Par Angélique Thiriet – juin 2025

 

 

 

Et si notre lien à l’intelligence artificielle révélait quelque chose de fondamental sur notre psychisme ?

 

 

Depuis quelque temps, de nombreux utilisateurs rapportent un attachement affectif à leur IA : certains la considèrent comme une confidente, une présence rassurante, voire un véritable interlocuteur symbolique.
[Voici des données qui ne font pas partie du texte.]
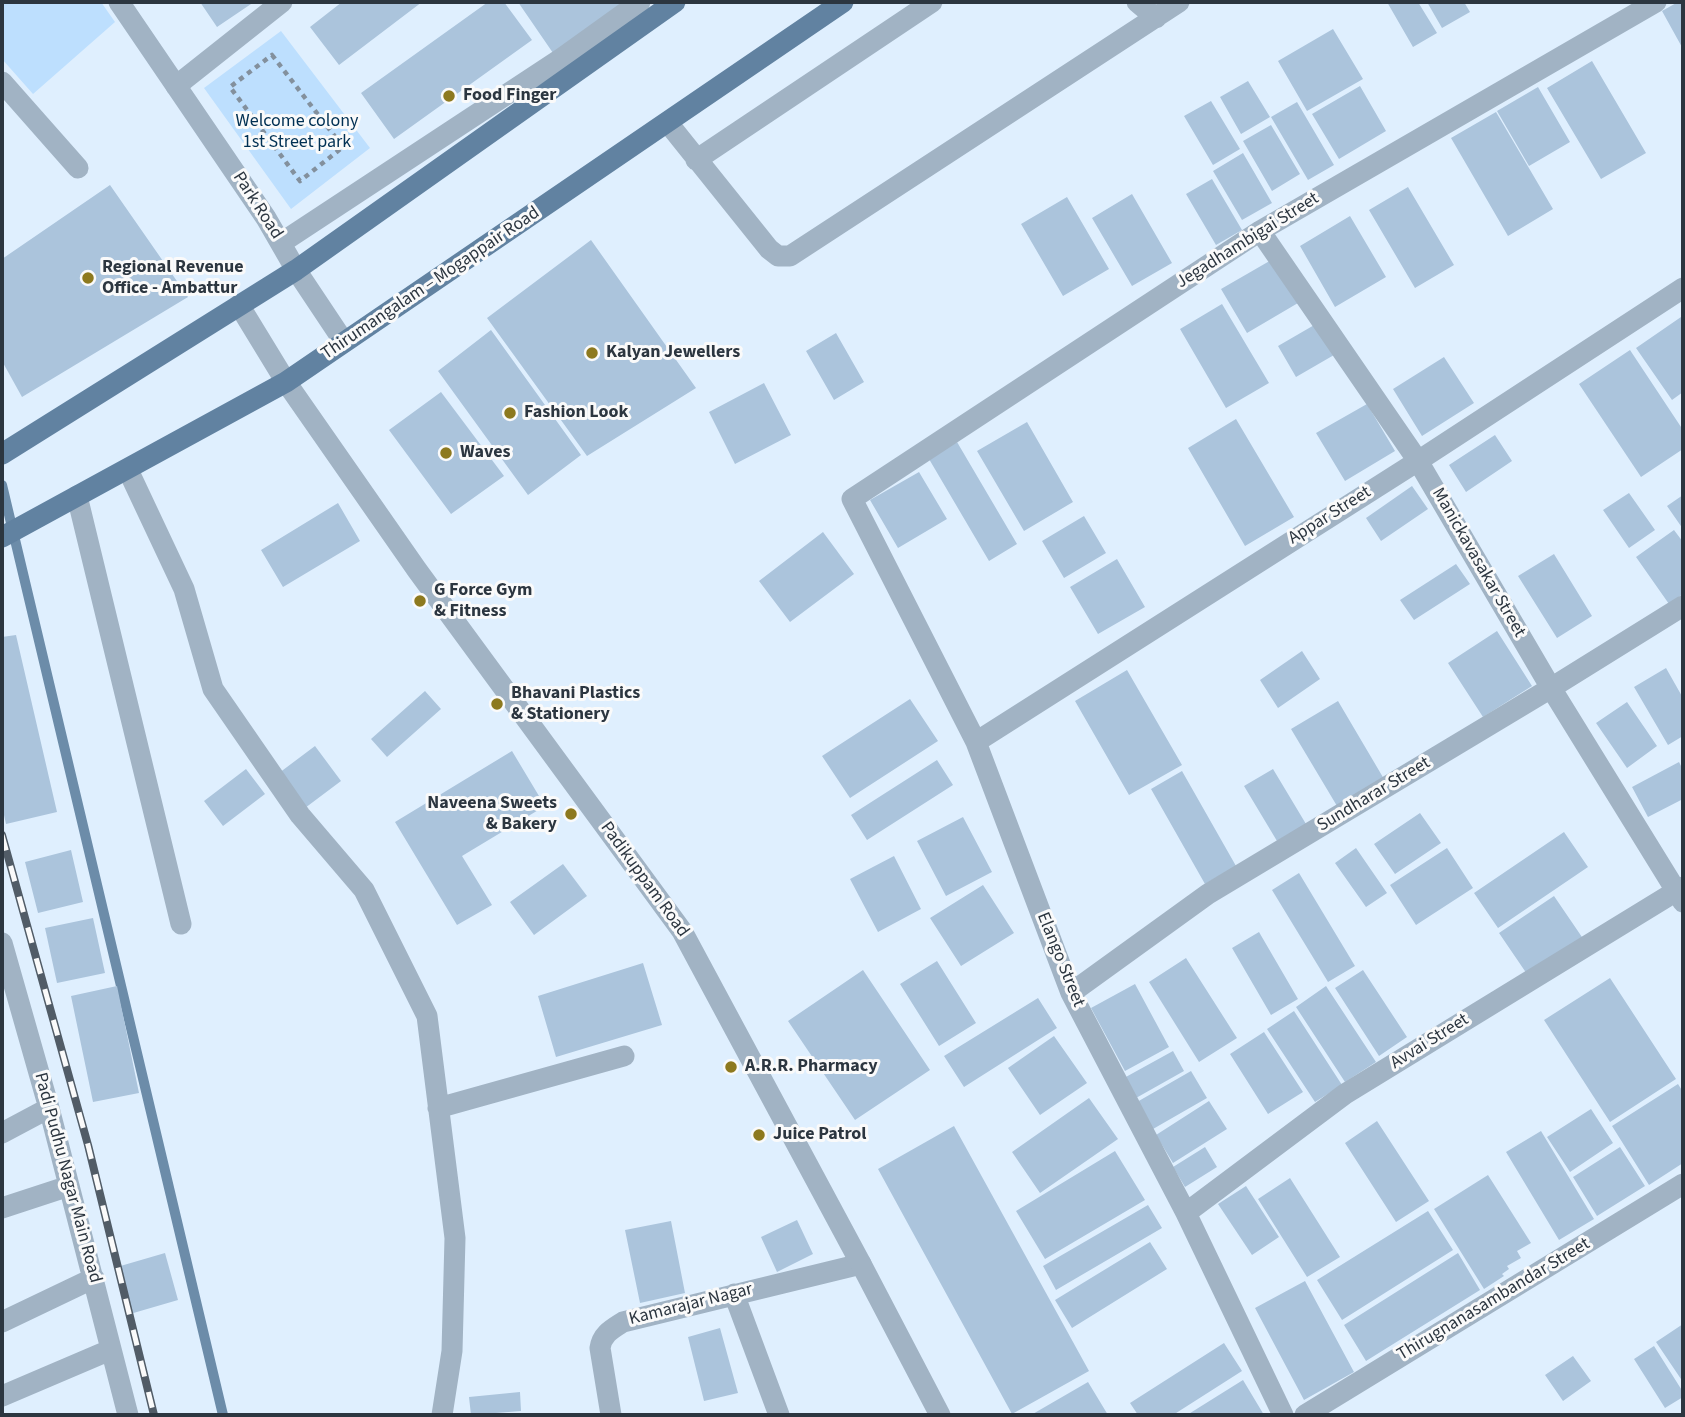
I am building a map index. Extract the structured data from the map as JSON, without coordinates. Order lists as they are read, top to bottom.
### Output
{
  "streets": {
    "main road": ["Thirumangalam – Mogappair Road"],
    "street": [
      "Park Road",
      "Jegadhambigai Street",
      "Appar Street",
      "Manickavasakar Street",
      "Sundharar Street",
      "Padikuppam Road",
      "Elango Street",
      "Avvai Street",
      "Padi Pudhu Nagar Main Road",
      "Thirugnanasambandar Street",
      "Kamarajar Nagar"
    ]
  },
  "crossings": [
    ["Park Road", "Thirumangalam – Mogappair Road"],
    ["Jegadhambigai Street", "Manickavasakar Street"],
    ["Jegadhambigai Street", "Elango Street"],
    ["Thirumangalam – Mogappair Road", "Padikuppam Road"],
    ["Appar Street", "Manickavasakar Street"],
    ["Appar Street", "Elango Street"],
    ["Manickavasakar Street", "Sundharar Street"],
    ["Manickavasakar Street", "Avvai Street"],
    ["Sundharar Street", "Elango Street"],
    ["Padikuppam Road", "Kamarajar Nagar"],
    ["Elango Street", "Avvai Street"]
  ],
  "parks": ["Welcome colony 1st Street park"],
  "places": [
    "Food Finger",
    "Regional Revenue Office - Ambattur",
    "Kalyan Jewellers",
    "Fashion Look",
    "Waves",
    "G Force Gym & Fitness",
    "Bhavani Plastics & Stationery",
    "Naveena Sweets & Bakery",
    "A.R.R. Pharmacy",
    "Juice Patrol"
  ]
}
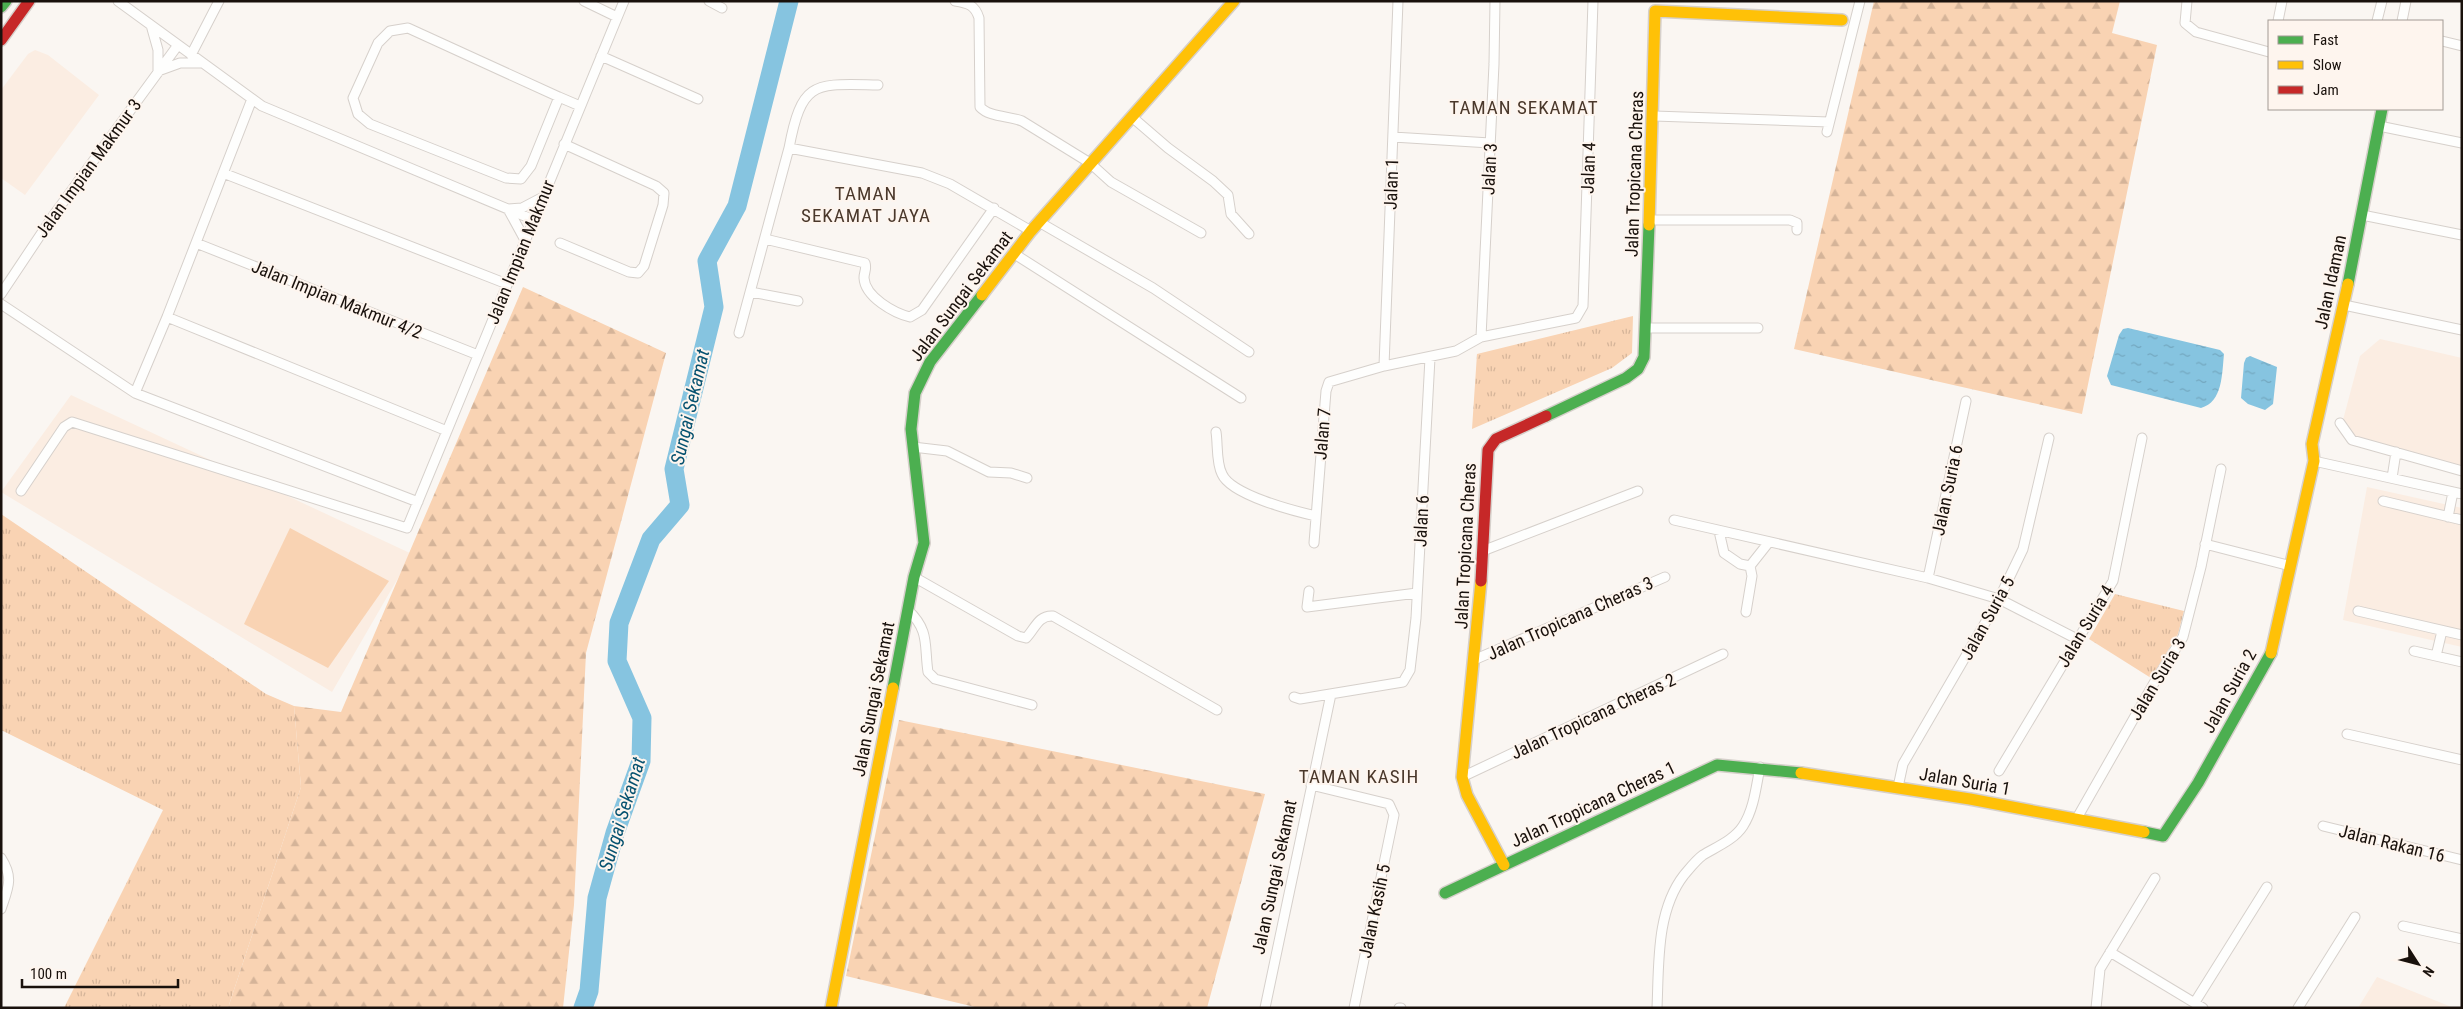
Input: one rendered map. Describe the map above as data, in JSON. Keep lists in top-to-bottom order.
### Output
{
  "streets": {
    "street": [
      "Jalan Impian Makmur 3",
      "Jalan 4",
      "Jalan 3",
      "Jalan Tropicana Cheras",
      "Jalan 1",
      "Jalan Impian Makmur",
      "Jalan Idaman",
      "Jalan Sungai Sekamat",
      "Jalan Impian Makmur 4/2",
      "Jalan 7",
      "Jalan Suria 6",
      "Jalan 6",
      "Jalan Tropicana Cheras 3",
      "Jalan Suria 5",
      "Jalan Suria 4",
      "Jalan Suria 3",
      "Jalan Suria 2",
      "Jalan Tropicana Cheras 2",
      "Jalan Suria 1",
      "Jalan Tropicana Cheras 1",
      "Jalan Rakan 16",
      "Jalan Kasih 5"
    ]
  },
  "crossings": [
    ["Jalan 4", "Jalan 3"],
    ["Jalan Tropicana Cheras", "Jalan Tropicana Cheras 3"],
    ["Jalan Tropicana Cheras", "Jalan Tropicana Cheras 2"],
    ["Jalan Tropicana Cheras", "Jalan Tropicana Cheras 1"],
    ["Jalan 1", "Jalan 7"],
    ["Jalan Impian Makmur", "Jalan Impian Makmur 4/2"],
    ["Jalan Idaman", "Jalan Suria 2"],
    ["Jalan Sungai Sekamat", "Jalan 6"],
    ["Jalan Sungai Sekamat", "Jalan Kasih 5"],
    ["Jalan Suria 5", "Jalan Suria 1"],
    ["Jalan Suria 3", "Jalan Suria 1"],
    ["Jalan Suria 2", "Jalan Suria 1"],
    ["Jalan Suria 1", "Jalan Tropicana Cheras 1"]
  ],
  "districts": ["TAMAN SEKAMAT", "TAMAN SEKAMAT JAYA", "TAMAN KASIH"],
  "water": ["Sungai Sekamat"],
  "legend": ["Fast", "Slow", "Jam"],
  "scale_bar": "100 m",
  "north": "bottom right"
}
Ce qui pouvait sembler anecdotique devient un phénomène clinique révélateur : nous avons besoin de lien — même (et surtout) quand celui-ci est simulé.

 

Dans cet article, je propose une lecture croisée : et si ce phénomène pouvait nous aider à mieux comprendre la schizophrénie, non comme un “délire” isolé, mais comme une tentative désespérée de recréer du lien avec un monde devenu incohérent ? Et si, paradoxalement, l’IA devenait un miroir thérapeutique, révélant ce que la psychose cherche — et ce que le soin devrait offrir ?

 

 

1. L’attachement, besoin fondamental de l’être humain

 

 

Depuis les travaux de John Bowlby, on sait que le lien d’attachement ne concerne pas que les bébés. Toute notre vie, nous recherchons des figures de sécurité : personnes, groupes, animaux… ou parfois entités qui semblent nous répondre.

 

L’attachement repose sur trois piliers :

 

  • la constance,

  • la réponse perçue,

  • l’absence de menace ou de rejet.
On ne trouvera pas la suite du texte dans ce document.